[Saved entries]
--- START ---
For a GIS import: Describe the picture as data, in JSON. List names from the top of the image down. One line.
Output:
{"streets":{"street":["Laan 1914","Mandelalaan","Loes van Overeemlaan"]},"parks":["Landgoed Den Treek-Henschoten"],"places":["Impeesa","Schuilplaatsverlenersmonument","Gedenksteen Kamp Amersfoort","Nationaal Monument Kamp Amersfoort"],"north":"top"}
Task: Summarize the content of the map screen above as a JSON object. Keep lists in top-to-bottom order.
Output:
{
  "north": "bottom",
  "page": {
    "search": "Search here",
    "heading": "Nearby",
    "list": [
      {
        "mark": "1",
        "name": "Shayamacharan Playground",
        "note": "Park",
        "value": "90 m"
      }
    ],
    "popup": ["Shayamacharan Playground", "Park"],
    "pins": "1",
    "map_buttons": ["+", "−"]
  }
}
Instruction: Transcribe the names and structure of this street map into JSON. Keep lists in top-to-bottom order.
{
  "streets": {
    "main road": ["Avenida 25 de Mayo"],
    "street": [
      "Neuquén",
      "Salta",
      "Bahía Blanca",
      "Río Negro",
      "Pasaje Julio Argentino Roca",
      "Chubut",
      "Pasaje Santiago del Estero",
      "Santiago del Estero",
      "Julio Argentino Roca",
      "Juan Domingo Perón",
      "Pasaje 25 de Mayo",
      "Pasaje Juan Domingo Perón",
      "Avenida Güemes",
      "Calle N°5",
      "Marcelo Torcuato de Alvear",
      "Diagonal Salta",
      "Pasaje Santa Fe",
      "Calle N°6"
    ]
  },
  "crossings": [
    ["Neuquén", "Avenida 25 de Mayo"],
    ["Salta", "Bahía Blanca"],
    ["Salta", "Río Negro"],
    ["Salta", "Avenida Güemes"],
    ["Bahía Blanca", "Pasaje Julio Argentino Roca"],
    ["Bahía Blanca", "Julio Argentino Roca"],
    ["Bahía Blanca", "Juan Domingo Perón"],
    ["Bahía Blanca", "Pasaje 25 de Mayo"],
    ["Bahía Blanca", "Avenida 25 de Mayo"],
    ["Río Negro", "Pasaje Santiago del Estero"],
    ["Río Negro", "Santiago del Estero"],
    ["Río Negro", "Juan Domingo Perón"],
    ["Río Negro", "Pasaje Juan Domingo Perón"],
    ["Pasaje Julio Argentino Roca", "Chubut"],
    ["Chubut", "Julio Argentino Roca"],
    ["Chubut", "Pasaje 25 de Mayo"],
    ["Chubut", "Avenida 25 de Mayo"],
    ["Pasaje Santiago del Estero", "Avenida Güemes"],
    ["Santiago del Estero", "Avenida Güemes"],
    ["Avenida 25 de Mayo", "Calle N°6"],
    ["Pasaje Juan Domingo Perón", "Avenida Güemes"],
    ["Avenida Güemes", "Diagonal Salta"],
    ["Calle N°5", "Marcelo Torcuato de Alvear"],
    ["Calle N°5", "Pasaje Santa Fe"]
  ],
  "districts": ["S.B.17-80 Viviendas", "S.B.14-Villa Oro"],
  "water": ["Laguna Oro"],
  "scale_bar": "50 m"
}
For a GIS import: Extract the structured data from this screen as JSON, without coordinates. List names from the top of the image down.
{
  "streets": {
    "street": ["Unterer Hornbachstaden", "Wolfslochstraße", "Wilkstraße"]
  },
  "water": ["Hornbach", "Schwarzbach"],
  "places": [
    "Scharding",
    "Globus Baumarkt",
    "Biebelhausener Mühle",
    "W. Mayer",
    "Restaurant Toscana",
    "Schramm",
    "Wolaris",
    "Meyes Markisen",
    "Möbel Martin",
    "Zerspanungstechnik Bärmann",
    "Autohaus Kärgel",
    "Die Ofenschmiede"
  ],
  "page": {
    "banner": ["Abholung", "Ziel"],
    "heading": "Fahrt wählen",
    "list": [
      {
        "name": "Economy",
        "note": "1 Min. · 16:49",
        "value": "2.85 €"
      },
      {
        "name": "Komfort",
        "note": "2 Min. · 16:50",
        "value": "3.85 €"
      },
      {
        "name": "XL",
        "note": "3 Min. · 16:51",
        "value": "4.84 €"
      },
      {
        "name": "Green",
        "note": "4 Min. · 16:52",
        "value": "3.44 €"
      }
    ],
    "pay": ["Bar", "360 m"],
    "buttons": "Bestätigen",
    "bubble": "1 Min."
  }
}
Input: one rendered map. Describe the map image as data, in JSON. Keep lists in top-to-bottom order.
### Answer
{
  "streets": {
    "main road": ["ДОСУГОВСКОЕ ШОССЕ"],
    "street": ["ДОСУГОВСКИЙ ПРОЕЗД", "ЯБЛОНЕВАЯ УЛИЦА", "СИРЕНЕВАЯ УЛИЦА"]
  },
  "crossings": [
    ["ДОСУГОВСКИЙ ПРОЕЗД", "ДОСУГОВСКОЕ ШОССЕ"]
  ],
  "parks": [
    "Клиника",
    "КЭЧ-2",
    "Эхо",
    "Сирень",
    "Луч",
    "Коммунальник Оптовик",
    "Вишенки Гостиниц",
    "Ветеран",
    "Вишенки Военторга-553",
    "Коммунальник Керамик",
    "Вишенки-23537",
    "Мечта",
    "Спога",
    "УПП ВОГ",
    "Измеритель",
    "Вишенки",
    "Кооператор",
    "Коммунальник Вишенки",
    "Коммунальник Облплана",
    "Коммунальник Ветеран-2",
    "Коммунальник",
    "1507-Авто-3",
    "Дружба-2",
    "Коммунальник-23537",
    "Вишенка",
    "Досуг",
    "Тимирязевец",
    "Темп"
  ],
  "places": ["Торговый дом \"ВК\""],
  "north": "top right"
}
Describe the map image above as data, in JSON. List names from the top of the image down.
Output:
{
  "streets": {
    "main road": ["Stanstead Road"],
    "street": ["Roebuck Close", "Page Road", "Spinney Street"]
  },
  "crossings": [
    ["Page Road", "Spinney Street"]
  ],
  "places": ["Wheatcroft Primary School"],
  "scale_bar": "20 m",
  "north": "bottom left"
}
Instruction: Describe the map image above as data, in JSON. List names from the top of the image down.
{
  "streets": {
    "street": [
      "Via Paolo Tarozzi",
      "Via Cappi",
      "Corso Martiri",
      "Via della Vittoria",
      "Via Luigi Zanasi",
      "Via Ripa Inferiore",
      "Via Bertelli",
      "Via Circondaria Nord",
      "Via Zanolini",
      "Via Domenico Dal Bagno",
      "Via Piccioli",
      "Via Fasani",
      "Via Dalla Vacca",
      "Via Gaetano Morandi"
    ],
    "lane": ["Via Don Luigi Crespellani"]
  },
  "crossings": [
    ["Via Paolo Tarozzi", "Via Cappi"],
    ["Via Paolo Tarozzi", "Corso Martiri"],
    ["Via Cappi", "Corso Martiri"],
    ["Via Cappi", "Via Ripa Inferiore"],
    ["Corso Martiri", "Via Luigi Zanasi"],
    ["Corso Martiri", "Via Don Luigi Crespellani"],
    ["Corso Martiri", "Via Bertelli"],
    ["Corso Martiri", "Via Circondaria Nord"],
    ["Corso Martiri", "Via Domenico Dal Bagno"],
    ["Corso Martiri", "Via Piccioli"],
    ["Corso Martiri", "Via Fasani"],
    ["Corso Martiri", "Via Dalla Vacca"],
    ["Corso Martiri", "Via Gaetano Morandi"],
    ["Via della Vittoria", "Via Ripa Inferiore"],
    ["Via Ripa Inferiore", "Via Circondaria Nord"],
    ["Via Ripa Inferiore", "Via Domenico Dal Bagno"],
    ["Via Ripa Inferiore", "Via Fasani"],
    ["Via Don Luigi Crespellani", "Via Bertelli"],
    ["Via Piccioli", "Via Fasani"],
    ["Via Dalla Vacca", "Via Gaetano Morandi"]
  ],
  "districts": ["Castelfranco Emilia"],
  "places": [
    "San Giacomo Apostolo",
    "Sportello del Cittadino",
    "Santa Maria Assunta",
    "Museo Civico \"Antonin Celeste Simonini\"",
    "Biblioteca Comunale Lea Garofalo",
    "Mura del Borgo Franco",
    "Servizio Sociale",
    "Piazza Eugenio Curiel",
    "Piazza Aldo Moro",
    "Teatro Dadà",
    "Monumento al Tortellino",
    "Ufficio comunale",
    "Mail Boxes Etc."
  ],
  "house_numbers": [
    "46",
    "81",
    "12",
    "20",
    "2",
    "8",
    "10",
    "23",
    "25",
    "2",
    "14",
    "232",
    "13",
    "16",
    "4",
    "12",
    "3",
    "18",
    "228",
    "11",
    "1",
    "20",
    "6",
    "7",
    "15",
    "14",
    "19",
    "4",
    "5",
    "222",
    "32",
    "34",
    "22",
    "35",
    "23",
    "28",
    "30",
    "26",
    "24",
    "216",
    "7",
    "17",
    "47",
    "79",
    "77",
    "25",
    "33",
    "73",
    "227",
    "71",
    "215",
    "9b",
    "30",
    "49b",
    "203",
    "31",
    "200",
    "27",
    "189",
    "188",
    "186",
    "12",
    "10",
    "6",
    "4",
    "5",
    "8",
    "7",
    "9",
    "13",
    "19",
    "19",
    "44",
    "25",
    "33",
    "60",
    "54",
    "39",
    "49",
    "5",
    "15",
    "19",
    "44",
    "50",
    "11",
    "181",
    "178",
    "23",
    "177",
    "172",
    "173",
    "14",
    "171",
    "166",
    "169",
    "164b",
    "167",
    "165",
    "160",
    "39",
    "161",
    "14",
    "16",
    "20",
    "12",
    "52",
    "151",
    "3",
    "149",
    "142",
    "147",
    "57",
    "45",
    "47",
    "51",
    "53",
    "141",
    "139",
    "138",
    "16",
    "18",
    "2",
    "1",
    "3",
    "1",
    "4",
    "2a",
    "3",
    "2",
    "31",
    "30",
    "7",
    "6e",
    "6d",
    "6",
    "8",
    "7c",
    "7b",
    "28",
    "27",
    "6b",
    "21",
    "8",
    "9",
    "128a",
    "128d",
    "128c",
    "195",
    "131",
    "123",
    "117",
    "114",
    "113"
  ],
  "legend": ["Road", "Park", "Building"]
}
--- END ---
A single figure, the number of lines above with the word "Negro", is the whole answer.

6